Investors voting with their savings on euro-denominated assets may wish to follow closely the French-German clash about measures that are necessary to strengthen the European project. These are crucially important steps to make irrevocable the EU’s single market and the euro as a legal tender.

France has posed that question in the form of far-reaching reforms to mend Europe’s dangerous fault lines and set the famously fractious continent on a path to peace, harmony and prosperity. So far, Germany has shown no interest to cooperate, but France, apparently, won’t give up. A prominent French philosopher reminded the body politic last week that “article one of Macronist doctrine is attachment to the idea of a united Europe.”

Trump has made this intra-European discord more difficult with extraterritorial economic and financial implications of his wide-ranging sanctions.

By withdrawing from the Iran nuclear agreement, and threatening sanctions on any company working with Iranian counterparts, Trump could potentially tear up the fragile European project.

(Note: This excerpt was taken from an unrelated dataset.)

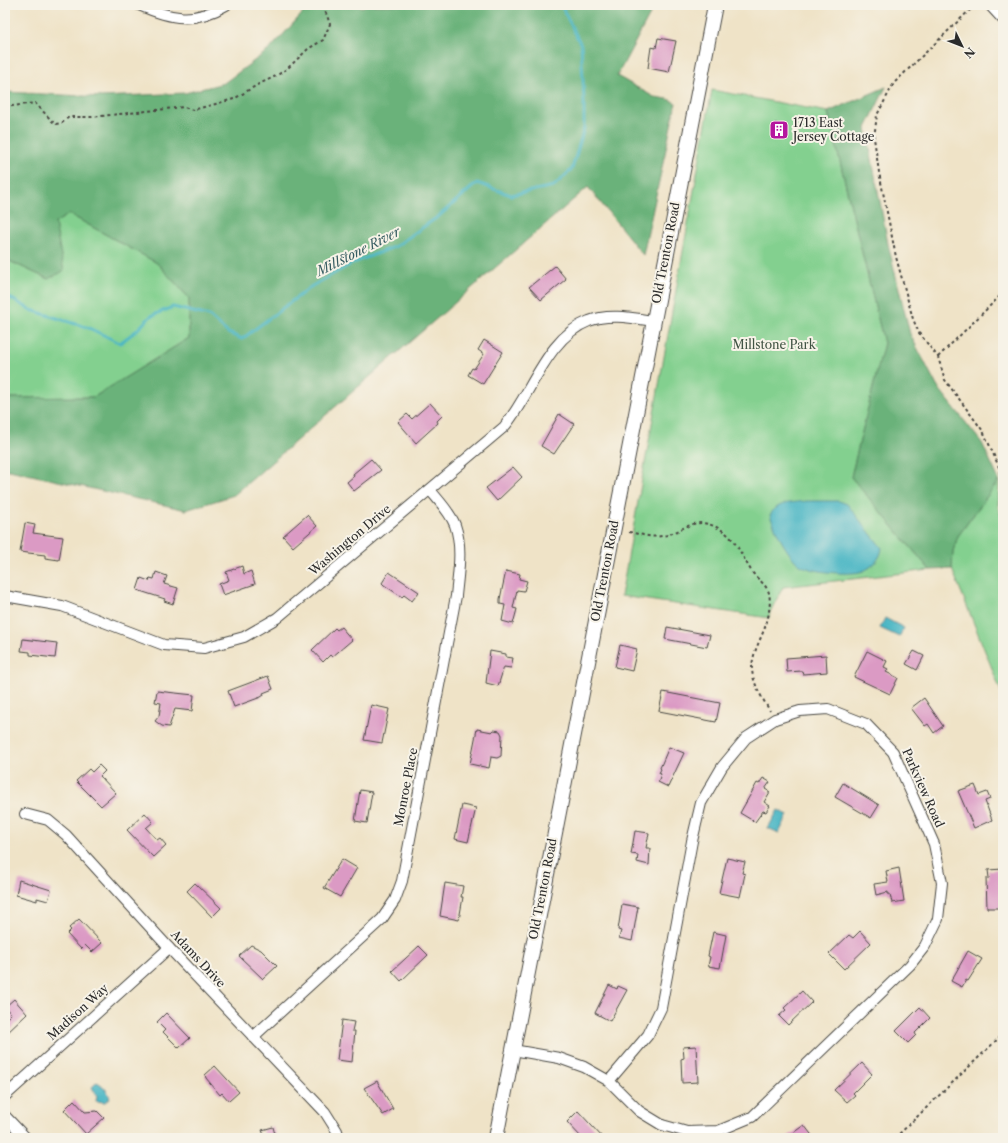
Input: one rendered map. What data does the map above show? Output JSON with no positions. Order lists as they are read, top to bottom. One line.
{"streets":{"main road":["Old Trenton Road"],"street":["Washington Drive","Monroe Place","Parkview Road","Adams Drive","Madison Way"]},"crossings":[["Old Trenton Road","Washington Drive"],["Old Trenton Road","Parkview Road"],["Washington Drive","Monroe Place"],["Monroe Place","Adams Drive"],["Adams Drive","Madison Way"]],"water":["Millstone River"],"parks":["Millstone Park"],"places":{"building":["1713 East Jersey Cottage"]},"north":"bottom right"}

I am not betting on that, but those who argue that Trump’s disruptions could achieve the opposite result ignore deeply entrenched divisions and outright hostilities plaguing what people still hopefully call the European Union.

You want to take a bet?

Here is mine: Macron will win and Italy will soon get a pro-European prime minister with little patience for Germany. The fiercely independent and highly professional European Central Bank will remain a pillar of the steadily growing euro area economy. Trump will be “convinced” by China, Russia and India — all actively trading with Tehran as an ally — to scale back his Iranian hostilities.

Commentary by Michael Ivanovitch, an independent analyst focusing on world economy, geopolitics and investment strategy. He served as a senior economist at the OECD in Paris, international economist at the Federal Reserve Bank of New York, and taught economics at Columbia Business School.